**PROMPT:** Where a line of the entries holds the string "José", copy that line.

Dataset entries
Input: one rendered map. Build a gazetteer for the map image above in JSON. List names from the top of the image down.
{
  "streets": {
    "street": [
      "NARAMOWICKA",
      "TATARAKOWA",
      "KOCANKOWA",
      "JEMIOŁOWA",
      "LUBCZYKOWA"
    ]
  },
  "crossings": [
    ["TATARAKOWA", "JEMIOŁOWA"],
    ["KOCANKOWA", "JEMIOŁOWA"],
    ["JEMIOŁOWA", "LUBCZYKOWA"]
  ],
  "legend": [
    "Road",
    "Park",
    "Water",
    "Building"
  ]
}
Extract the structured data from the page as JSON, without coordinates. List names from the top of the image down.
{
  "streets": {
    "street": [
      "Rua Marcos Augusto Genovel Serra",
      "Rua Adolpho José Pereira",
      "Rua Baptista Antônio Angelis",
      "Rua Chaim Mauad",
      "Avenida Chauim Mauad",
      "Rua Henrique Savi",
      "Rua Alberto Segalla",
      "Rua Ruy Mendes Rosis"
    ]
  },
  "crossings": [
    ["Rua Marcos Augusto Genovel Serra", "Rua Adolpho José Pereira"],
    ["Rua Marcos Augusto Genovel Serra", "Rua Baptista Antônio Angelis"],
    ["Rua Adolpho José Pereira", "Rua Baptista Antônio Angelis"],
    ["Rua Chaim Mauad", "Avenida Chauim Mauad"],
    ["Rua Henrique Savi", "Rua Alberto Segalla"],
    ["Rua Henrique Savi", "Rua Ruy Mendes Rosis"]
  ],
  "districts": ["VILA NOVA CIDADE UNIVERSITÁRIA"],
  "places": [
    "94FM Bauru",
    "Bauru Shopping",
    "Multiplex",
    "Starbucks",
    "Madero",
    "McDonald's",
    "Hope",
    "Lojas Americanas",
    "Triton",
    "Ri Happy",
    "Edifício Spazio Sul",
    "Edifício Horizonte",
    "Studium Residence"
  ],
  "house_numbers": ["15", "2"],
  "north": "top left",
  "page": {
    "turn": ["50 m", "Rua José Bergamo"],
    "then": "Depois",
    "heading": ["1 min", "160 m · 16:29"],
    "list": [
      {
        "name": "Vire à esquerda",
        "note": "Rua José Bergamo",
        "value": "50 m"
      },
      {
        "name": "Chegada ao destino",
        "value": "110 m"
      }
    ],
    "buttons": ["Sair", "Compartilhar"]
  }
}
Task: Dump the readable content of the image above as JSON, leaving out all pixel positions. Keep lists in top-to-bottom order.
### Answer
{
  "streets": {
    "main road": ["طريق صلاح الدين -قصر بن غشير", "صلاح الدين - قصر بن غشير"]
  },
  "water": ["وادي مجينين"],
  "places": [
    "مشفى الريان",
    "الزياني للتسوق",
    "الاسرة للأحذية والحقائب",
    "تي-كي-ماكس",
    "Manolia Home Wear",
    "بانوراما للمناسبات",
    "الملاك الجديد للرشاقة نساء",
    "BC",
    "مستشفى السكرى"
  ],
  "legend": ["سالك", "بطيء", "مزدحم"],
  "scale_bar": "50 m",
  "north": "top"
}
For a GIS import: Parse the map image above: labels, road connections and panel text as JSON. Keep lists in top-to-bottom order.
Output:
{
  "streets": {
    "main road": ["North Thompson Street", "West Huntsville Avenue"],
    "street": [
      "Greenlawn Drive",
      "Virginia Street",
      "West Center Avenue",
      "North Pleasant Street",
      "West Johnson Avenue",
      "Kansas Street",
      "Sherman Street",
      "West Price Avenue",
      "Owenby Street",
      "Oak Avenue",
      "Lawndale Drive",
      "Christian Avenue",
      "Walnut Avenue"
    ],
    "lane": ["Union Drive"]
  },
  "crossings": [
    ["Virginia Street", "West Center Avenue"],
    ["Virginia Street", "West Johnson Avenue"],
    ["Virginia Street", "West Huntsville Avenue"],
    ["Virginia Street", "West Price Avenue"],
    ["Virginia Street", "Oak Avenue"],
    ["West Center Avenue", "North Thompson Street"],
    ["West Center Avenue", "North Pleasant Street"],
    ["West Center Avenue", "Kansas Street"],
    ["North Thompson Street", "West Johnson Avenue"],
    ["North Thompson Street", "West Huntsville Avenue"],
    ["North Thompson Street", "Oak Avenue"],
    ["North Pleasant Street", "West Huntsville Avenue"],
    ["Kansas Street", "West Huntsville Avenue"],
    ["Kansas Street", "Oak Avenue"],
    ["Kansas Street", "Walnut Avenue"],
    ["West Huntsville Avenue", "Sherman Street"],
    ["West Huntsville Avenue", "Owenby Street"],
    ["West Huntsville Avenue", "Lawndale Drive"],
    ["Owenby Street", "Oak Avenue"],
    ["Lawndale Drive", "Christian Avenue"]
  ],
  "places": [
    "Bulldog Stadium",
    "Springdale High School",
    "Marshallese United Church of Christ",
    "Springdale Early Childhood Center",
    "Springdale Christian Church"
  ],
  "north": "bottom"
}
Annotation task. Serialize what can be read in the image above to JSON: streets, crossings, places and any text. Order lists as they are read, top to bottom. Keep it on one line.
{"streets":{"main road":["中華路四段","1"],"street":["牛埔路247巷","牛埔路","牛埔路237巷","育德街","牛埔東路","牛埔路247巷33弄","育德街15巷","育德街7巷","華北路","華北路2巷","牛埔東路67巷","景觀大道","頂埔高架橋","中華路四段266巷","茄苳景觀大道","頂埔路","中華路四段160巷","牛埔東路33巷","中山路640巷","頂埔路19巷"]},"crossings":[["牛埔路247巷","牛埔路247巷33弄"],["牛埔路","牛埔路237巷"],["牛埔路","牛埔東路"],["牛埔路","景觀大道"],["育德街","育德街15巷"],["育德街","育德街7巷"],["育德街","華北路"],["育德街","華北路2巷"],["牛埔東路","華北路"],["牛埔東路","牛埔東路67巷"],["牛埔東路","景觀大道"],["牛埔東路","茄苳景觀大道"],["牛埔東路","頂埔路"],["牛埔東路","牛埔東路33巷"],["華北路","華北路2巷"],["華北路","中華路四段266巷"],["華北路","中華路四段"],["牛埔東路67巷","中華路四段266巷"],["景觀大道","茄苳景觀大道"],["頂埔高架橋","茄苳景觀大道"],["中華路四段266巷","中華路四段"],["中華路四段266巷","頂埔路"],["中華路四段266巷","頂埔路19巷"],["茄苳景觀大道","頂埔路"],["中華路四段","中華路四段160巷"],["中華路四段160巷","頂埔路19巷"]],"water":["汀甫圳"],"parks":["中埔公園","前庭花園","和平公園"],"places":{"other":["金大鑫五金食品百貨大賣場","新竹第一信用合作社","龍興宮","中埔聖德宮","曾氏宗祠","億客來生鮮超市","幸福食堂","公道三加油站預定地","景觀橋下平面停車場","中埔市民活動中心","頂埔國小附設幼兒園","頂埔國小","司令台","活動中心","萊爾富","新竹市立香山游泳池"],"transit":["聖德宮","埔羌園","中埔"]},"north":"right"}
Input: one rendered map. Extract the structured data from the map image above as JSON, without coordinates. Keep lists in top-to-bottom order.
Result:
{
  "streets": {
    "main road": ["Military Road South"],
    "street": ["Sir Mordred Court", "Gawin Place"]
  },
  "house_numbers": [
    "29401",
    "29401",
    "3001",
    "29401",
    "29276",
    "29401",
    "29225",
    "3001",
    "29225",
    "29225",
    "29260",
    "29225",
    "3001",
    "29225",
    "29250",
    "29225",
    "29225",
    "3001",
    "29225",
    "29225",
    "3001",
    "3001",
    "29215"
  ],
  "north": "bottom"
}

**OUTPUT BELOW:**
      "Rua Adolpho José Pereira",
    ["Rua Marcos Augusto Genovel Serra", "Rua Adolpho José Pereira"],
    ["Rua Adolpho José Pereira", "Rua Baptista Antônio Angelis"],
    "turn": ["50 m", "Rua José Bergamo"],
        "note": "Rua José Bergamo",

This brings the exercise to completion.